Not Oprah’s Book Club: Sister Citizen

We at Feministing have long been fans of Melissa Harris-Perry who has become a voice for young women in politics and specifically for young women of color who were tired of feeling invisible in political conversations. Her political analysis is on point, but she is also unconventionally honest, which sometimes makes her controversial. And she is not afraid to walk that line between academic rigor and mainstream accessibility. (She also blurbed my book–which was an honor since I am a long time fan).

So, when I sat down with her new book Sister Citizen: Shame, Stereotypes and Black Women in America, I was already expecting her usual rigorous, forward-thinking candor in laying out the ways that black women’s identities have been bent to the will of historical forces. The task at hand is formidable as is her use of resources, spanning over a century worth of stories, poems, movies, music, fiction, legislation and even natural disasters to paint a picture  of black women’s political identity formation. And as she moves from locating shame as a tool of social control, to the empowering stories of the black women that came before her, I realized that this might be one of the first books I have read in my generation that locates black women’s political identity at the center of all political thought.

She makes this clear on the first page of her introduction explaining that directly participating in politics is not the only way we are politicized,

The struggle for recognition is the nexus of human identity and national identity, where much of the most important of work of politics occurs. African American women fully embody this struggle. By studying the lives of black women, we gain important insight into how citizens yearn for and work toward recognition.

As we struggle for figuring out how to move from the margin to the center, Harris-Perry simply starts with this rather clear cut formula and builds her narrative around it–an exciting example of exactly how you put black women at the center of politics.

Harris-Perry’s work exemplifies the gradual recognition in mainstream dialogue to the concepts of intersecting identities, a friction that came to a head during the ’08 election and continues to exist on the periphery of political conversations. As we move to more complicated spaces with female Republicans claiming to be “feminists” or debate over the role of race in our assessments of Obama it is more clear than ever that we need better analytical tools to decipher the politics of the people we vote for.

More importantly, this book is a much needed intervention to the ways that black women are talked about in the mainstream media. This is particularly salient in her treatment of the coverage of the Duke lacrosse rape case, something that I still reel from when I think about, as I was one of the bloggers attacked by right-wing blogs for my suggestion that race played a really strong role in the response to Mangum’s case. Given the way the case played out I have always felt shame and anger at not having the proper tools to truly express what I felt was the larger injustice in that case (I was also really young in my blogging career–so just had a hard time expressing complicated things in general).
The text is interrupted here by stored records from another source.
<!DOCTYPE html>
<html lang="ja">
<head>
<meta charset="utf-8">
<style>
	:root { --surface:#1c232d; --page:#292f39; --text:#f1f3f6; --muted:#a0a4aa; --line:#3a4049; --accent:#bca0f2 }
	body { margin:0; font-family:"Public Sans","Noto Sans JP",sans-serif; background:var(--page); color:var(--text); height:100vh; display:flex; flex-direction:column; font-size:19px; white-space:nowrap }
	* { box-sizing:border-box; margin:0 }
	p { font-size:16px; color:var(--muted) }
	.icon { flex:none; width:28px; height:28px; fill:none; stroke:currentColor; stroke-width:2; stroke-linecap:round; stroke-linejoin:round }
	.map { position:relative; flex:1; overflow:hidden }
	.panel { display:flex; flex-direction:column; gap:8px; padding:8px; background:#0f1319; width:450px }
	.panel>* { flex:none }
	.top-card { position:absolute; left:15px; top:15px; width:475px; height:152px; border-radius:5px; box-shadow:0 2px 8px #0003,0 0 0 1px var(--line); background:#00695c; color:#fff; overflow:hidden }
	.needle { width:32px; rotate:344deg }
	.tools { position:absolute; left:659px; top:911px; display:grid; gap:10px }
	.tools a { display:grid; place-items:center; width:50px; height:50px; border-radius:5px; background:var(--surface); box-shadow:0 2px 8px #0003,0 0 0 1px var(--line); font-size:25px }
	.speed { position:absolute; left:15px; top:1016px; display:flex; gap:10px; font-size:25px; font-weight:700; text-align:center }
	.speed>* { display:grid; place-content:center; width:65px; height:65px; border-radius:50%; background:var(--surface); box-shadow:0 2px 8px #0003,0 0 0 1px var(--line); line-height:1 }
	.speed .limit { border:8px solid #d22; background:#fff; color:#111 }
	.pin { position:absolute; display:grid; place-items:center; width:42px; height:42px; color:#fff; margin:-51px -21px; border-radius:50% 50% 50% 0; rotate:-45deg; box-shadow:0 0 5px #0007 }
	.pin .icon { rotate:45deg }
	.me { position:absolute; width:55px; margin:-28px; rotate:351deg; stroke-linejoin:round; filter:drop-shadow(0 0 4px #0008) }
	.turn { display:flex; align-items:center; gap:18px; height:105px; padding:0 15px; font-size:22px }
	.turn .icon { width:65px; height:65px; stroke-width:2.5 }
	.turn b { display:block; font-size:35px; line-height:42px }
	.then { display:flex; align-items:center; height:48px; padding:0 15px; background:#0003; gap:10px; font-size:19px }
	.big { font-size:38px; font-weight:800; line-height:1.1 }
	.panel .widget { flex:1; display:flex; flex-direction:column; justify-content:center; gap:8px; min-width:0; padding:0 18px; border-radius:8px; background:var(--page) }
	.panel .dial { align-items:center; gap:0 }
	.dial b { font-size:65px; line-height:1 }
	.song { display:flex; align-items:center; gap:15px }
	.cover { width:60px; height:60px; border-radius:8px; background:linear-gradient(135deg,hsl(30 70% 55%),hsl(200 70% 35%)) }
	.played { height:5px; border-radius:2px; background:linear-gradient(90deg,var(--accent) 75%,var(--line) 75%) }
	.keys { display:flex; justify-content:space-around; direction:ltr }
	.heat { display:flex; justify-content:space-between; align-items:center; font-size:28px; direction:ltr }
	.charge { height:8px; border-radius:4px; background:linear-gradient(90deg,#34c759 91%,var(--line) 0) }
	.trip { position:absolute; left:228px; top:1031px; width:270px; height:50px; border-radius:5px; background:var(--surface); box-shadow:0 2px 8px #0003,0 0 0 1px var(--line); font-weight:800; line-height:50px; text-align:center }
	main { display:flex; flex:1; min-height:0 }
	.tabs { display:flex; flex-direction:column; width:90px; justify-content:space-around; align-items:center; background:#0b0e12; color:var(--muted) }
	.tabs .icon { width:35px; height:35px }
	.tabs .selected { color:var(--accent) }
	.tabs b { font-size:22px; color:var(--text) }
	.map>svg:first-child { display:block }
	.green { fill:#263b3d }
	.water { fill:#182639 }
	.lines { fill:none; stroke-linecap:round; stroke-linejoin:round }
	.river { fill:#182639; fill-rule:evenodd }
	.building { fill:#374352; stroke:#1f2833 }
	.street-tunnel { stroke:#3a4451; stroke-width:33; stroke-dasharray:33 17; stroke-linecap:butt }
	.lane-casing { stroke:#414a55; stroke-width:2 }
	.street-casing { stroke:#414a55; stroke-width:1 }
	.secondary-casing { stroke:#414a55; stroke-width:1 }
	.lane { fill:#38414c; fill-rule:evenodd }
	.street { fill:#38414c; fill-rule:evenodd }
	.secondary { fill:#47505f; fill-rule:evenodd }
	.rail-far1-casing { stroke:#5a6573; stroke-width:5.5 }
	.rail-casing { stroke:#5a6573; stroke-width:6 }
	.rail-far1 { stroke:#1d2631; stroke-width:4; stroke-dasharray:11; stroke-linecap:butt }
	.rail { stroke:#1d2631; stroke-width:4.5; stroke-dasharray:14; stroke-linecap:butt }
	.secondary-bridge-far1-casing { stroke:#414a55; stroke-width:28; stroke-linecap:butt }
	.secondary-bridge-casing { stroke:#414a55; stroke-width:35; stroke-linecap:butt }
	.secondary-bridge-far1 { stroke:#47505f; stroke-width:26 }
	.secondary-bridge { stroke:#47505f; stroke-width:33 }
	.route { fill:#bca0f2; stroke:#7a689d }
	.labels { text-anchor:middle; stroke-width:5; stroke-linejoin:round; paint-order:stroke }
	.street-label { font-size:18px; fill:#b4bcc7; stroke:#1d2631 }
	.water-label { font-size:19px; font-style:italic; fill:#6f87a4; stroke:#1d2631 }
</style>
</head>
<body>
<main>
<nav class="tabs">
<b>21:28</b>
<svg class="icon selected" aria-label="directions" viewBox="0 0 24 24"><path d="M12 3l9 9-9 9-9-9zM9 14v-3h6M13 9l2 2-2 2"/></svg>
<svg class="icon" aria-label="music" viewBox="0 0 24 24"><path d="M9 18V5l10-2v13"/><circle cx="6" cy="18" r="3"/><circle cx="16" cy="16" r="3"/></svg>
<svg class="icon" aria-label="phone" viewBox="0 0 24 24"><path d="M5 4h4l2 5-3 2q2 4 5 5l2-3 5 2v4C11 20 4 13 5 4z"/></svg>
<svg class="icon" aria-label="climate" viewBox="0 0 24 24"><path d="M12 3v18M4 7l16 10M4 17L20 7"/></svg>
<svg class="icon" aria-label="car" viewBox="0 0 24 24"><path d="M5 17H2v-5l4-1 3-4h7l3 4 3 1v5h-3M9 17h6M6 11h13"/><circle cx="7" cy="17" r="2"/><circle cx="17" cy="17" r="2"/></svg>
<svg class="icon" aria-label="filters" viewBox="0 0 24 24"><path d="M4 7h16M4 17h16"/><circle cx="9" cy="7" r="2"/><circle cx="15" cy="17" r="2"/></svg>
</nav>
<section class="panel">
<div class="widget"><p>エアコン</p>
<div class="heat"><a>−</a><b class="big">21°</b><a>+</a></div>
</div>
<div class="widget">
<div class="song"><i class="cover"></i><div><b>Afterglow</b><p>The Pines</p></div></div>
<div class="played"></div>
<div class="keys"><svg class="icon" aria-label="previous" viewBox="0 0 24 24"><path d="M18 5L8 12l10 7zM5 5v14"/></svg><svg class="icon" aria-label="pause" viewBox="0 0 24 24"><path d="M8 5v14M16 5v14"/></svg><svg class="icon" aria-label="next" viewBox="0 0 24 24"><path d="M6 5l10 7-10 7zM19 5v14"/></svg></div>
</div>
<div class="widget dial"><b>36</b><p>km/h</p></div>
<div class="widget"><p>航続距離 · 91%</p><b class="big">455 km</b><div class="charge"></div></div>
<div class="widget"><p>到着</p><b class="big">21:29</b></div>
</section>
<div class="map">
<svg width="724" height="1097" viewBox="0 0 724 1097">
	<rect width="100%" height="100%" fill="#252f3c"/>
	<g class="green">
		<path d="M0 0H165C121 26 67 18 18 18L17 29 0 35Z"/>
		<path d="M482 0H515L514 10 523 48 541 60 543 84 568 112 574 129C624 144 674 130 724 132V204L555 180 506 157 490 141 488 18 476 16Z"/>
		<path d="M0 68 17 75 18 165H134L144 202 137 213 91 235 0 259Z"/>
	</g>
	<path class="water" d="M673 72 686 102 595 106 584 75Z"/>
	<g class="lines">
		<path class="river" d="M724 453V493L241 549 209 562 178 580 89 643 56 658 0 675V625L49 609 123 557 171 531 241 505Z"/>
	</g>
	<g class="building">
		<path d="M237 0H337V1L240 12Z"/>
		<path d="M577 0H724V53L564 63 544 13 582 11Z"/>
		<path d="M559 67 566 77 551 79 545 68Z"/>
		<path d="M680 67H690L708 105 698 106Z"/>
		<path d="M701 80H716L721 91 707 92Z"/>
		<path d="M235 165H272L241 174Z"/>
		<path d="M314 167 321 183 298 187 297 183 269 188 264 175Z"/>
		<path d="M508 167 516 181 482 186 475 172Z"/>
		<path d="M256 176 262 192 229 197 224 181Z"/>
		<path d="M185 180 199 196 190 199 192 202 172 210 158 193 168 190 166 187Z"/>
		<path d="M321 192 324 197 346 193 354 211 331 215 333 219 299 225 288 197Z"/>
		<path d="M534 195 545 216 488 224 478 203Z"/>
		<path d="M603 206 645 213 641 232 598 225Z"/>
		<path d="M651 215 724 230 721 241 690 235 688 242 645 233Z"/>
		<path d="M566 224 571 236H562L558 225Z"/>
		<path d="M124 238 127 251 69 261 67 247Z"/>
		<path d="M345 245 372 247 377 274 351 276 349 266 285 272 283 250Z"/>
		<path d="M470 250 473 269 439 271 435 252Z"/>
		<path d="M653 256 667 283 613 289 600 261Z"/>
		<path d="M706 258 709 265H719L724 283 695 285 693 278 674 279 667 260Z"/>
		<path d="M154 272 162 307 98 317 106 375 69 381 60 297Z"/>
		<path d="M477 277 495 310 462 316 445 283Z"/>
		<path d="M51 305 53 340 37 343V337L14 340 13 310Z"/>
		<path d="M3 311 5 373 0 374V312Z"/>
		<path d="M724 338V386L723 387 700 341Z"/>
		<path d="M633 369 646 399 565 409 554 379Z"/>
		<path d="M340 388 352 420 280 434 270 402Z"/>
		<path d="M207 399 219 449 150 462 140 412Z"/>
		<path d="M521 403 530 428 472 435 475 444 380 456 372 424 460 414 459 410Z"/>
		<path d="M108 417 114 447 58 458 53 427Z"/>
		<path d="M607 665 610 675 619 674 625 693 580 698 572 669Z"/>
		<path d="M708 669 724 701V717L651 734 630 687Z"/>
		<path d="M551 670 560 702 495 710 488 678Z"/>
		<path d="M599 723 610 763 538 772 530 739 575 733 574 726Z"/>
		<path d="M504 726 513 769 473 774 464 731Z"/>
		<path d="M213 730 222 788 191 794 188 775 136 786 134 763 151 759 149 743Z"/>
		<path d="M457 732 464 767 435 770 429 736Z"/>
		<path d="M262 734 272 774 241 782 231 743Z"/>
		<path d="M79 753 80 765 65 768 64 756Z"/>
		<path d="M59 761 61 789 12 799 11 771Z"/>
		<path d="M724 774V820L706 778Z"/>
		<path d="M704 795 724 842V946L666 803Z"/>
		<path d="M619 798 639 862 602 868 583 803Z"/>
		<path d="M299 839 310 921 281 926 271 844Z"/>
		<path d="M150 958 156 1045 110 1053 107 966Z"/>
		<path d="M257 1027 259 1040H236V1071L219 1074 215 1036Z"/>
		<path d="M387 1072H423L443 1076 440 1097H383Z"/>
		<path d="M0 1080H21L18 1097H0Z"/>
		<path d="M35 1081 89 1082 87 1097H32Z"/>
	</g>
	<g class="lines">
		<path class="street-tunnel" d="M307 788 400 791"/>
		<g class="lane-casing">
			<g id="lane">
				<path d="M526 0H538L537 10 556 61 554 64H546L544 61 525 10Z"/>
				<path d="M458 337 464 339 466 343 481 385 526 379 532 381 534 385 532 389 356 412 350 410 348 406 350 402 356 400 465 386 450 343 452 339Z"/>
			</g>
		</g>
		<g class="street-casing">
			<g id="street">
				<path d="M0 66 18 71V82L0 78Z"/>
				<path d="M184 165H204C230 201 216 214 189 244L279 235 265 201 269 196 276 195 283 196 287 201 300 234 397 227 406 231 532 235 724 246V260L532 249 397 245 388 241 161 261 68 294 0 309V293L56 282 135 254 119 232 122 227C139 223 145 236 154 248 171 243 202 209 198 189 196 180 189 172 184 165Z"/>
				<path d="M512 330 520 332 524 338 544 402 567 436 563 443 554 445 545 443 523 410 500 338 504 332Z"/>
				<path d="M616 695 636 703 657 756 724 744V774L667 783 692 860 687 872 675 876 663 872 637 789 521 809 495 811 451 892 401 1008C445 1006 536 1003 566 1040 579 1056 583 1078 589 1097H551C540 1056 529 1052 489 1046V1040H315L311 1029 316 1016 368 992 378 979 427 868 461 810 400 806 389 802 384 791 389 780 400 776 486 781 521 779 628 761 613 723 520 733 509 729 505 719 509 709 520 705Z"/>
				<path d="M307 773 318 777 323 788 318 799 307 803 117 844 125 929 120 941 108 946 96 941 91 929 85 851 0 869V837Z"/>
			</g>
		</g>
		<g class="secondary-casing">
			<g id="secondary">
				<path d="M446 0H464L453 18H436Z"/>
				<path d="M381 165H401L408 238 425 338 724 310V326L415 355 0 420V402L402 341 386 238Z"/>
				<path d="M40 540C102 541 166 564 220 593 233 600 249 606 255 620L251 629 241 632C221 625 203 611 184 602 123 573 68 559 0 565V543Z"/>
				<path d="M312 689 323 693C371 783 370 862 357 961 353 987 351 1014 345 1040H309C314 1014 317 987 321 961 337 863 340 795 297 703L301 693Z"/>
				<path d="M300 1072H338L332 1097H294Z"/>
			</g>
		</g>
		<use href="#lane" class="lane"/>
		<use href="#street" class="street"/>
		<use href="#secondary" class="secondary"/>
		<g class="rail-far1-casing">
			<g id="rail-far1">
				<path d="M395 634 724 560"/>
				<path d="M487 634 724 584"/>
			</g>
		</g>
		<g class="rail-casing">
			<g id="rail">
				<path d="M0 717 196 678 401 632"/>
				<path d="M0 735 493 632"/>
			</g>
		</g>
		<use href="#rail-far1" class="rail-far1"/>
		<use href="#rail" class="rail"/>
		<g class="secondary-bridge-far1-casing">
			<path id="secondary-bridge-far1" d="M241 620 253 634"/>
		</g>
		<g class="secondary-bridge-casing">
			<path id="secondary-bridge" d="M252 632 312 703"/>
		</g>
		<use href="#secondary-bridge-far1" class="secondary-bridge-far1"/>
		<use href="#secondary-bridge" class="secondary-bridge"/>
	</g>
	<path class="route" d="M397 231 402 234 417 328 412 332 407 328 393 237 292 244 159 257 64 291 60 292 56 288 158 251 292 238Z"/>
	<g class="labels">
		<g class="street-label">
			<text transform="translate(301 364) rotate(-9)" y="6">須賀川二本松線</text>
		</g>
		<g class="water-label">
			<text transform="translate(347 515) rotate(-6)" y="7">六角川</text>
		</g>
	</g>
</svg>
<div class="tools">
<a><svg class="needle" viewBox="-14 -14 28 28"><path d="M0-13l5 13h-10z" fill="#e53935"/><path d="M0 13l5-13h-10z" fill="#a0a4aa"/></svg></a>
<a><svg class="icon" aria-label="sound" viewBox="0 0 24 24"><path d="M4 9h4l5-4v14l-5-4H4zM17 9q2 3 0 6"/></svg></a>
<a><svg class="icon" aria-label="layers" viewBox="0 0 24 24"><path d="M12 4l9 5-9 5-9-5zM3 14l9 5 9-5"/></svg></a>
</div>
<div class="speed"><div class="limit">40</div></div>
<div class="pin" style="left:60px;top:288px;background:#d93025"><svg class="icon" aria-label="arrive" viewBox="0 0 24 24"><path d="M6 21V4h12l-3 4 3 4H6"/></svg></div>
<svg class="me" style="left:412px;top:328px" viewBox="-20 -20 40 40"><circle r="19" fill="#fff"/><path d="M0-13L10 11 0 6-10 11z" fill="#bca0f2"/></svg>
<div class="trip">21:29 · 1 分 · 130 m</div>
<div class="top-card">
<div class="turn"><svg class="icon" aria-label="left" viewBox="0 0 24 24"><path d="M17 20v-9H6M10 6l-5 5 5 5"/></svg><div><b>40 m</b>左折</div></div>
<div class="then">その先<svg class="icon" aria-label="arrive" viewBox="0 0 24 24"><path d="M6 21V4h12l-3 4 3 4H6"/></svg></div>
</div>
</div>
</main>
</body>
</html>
But since that time, one thing has never changed–irrelevant of whether Crystal Mangum told the truth or not–race played a strong role in people’s response to the case. Harris-Perry lays out the argument so clearly, I want to xerox it and mail it to every person that criticized me during that time. She argues that when it was found that Mangum’s story was not true this was used as an opportunity to claim that all the historical dynamics around race and gender were also untrue.

Public conversations about race often have this (for lack of a better term) black and white tenor to them–either something is 100% racist or it is not racist at all. And if it is not 100% racist than everyone who is “complaining” about it is holding on to archaic models of identity politics that do not apply because racism is over, so they should really stop talking about it.

In the case of Mangum this rhetoric was extended to suggest that since she lied–black women are liars that accuse powerful white men of rape for political gain. The next logical step would be that all the sexual assault of black women that has occurred at the hands of white men (and slave owners if you look at it historically) didn’t really happen. And let’s tack on it the attacks against the Duke professors who stood in solidarity with Mangum who were now  characterized as a bunch of leftie hacks that made their careers complaining about race. The outcome was ugly and hurt the way we talk about sexual assault and black women since then. Every time I hear a conservative commentator say, “another Duke,” I cringe, because they are not just talking about Mangum’s story, but instead the story that is used to disprove that black women can ever bring about charges of sexual assault.

When backed into a corner like this, black women have little public space to talk back, to uncover shame or tell their own stories. Harris-Perry carves out this possibility in a way that is refreshing and much needed. Reading this book was not just healing for my political mind, it also gave me a new set of tools to add to my arsenal when calling out the way that black women, and by extension all women of color, are represented in politics, media and culture.

You can get Sister Citizen on Amazon, so get on it!